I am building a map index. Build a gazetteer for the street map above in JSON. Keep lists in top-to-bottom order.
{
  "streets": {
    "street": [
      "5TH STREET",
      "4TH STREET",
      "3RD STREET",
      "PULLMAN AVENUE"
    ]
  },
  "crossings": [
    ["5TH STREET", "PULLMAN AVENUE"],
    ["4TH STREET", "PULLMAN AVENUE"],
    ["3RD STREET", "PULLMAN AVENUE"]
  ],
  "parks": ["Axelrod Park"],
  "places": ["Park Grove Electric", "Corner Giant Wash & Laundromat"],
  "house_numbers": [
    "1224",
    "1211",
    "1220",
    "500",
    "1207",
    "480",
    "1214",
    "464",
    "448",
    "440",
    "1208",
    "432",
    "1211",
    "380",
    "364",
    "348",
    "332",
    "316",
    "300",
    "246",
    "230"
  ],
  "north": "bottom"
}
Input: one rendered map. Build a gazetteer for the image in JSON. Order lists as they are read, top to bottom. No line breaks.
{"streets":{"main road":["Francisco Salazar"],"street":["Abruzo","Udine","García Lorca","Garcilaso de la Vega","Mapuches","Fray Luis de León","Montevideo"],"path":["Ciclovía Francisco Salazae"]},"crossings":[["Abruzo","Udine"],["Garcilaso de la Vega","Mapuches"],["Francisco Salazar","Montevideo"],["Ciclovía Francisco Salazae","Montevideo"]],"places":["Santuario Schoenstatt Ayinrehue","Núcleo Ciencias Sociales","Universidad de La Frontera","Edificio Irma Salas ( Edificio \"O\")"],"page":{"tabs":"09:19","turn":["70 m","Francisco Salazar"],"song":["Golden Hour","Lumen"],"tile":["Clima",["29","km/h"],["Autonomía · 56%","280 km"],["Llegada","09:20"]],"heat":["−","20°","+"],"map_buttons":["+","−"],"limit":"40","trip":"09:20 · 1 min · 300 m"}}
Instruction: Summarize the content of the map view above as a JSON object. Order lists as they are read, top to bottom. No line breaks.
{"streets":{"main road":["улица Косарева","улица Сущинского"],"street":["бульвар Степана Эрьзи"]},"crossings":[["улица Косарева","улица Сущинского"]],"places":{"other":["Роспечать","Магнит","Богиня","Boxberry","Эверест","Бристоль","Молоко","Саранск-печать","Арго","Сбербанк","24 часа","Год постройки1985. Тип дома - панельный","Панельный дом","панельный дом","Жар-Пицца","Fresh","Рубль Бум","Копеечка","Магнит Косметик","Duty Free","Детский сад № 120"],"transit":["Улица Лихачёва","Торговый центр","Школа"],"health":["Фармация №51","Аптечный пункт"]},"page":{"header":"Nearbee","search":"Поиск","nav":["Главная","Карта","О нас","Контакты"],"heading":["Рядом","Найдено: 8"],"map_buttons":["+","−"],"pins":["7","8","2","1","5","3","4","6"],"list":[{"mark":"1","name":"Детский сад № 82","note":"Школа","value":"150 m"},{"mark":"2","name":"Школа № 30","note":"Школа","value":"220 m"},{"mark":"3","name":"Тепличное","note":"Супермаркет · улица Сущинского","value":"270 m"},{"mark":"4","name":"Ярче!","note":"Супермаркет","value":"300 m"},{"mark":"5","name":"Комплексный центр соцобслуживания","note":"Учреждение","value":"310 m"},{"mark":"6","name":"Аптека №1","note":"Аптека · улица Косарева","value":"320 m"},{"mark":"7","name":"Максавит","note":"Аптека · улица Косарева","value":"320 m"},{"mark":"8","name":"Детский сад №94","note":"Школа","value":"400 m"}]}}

--

TASK DESCRIPTION: Please give each line above again, word for word.

EXERCISE OUTPUT:
I am building a map index. Build a gazetteer for the street map above in JSON. Keep lists in top-to-bottom order.
{
  "streets": {
    "street": [
      "5TH STREET",
      "4TH STREET",
      "3RD STREET",
      "PULLMAN AVENUE"
    ]
  },
  "crossings": [
    ["5TH STREET", "PULLMAN AVENUE"],
    ["4TH STREET", "PULLMAN AVENUE"],
    ["3RD STREET", "PULLMAN AVENUE"]
  ],
  "parks": ["Axelrod Park"],
  "places": ["Park Grove Electric", "Corner Giant Wash & Laundromat"],
  "house_numbers": [
    "1224",
    "1211",
    "1220",
    "500",
    "1207",
    "480",
    "1214",
    "464",
    "448",
    "440",
    "1208",
    "432",
    "1211",
    "380",
    "364",
    "348",
    "332",
    "316",
    "300",
    "246",
    "230"
  ],
  "north": "bottom"
}
Input: one rendered map. Build a gazetteer for the image in JSON. Order lists as they are read, top to bottom. No line breaks.
{"streets":{"main road":["Francisco Salazar"],"street":["Abruzo","Udine","García Lorca","Garcilaso de la Vega","Mapuches","Fray Luis de León","Montevideo"],"path":["Ciclovía Francisco Salazae"]},"crossings":[["Abruzo","Udine"],["Garcilaso de la Vega","Mapuches"],["Francisco Salazar","Montevideo"],["Ciclovía Francisco Salazae","Montevideo"]],"places":["Santuario Schoenstatt Ayinrehue","Núcleo Ciencias Sociales","Universidad de La Frontera","Edificio Irma Salas ( Edificio \"O\")"],"page":{"tabs":"09:19","turn":["70 m","Francisco Salazar"],"song":["Golden Hour","Lumen"],"tile":["Clima",["29","km/h"],["Autonomía · 56%","280 km"],["Llegada","09:20"]],"heat":["−","20°","+"],"map_buttons":["+","−"],"limit":"40","trip":"09:20 · 1 min · 300 m"}}
Instruction: Summarize the content of the map view above as a JSON object. Order lists as they are read, top to bottom. No line breaks.
{"streets":{"main road":["улица Косарева","улица Сущинского"],"street":["бульвар Степана Эрьзи"]},"crossings":[["улица Косарева","улица Сущинского"]],"places":{"other":["Роспечать","Магнит","Богиня","Boxberry","Эверест","Бристоль","Молоко","Саранск-печать","Арго","Сбербанк","24 часа","Год постройки1985. Тип дома - панельный","Панельный дом","панельный дом","Жар-Пицца","Fresh","Рубль Бум","Копеечка","Магнит Косметик","Duty Free","Детский сад № 120"],"transit":["Улица Лихачёва","Торговый центр","Школа"],"health":["Фармация №51","Аптечный пункт"]},"page":{"header":"Nearbee","search":"Поиск","nav":["Главная","Карта","О нас","Контакты"],"heading":["Рядом","Найдено: 8"],"map_buttons":["+","−"],"pins":["7","8","2","1","5","3","4","6"],"list":[{"mark":"1","name":"Детский сад № 82","note":"Школа","value":"150 m"},{"mark":"2","name":"Школа № 30","note":"Школа","value":"220 m"},{"mark":"3","name":"Тепличное","note":"Супермаркет · улица Сущинского","value":"270 m"},{"mark":"4","name":"Ярче!","note":"Супермаркет","value":"300 m"},{"mark":"5","name":"Комплексный центр соцобслуживания","note":"Учреждение","value":"310 m"},{"mark":"6","name":"Аптека №1","note":"Аптека · улица Косарева","value":"320 m"},{"mark":"7","name":"Максавит","note":"Аптека · улица Косарева","value":"320 m"},{"mark":"8","name":"Детский сад №94","note":"Школа","value":"400 m"}]}}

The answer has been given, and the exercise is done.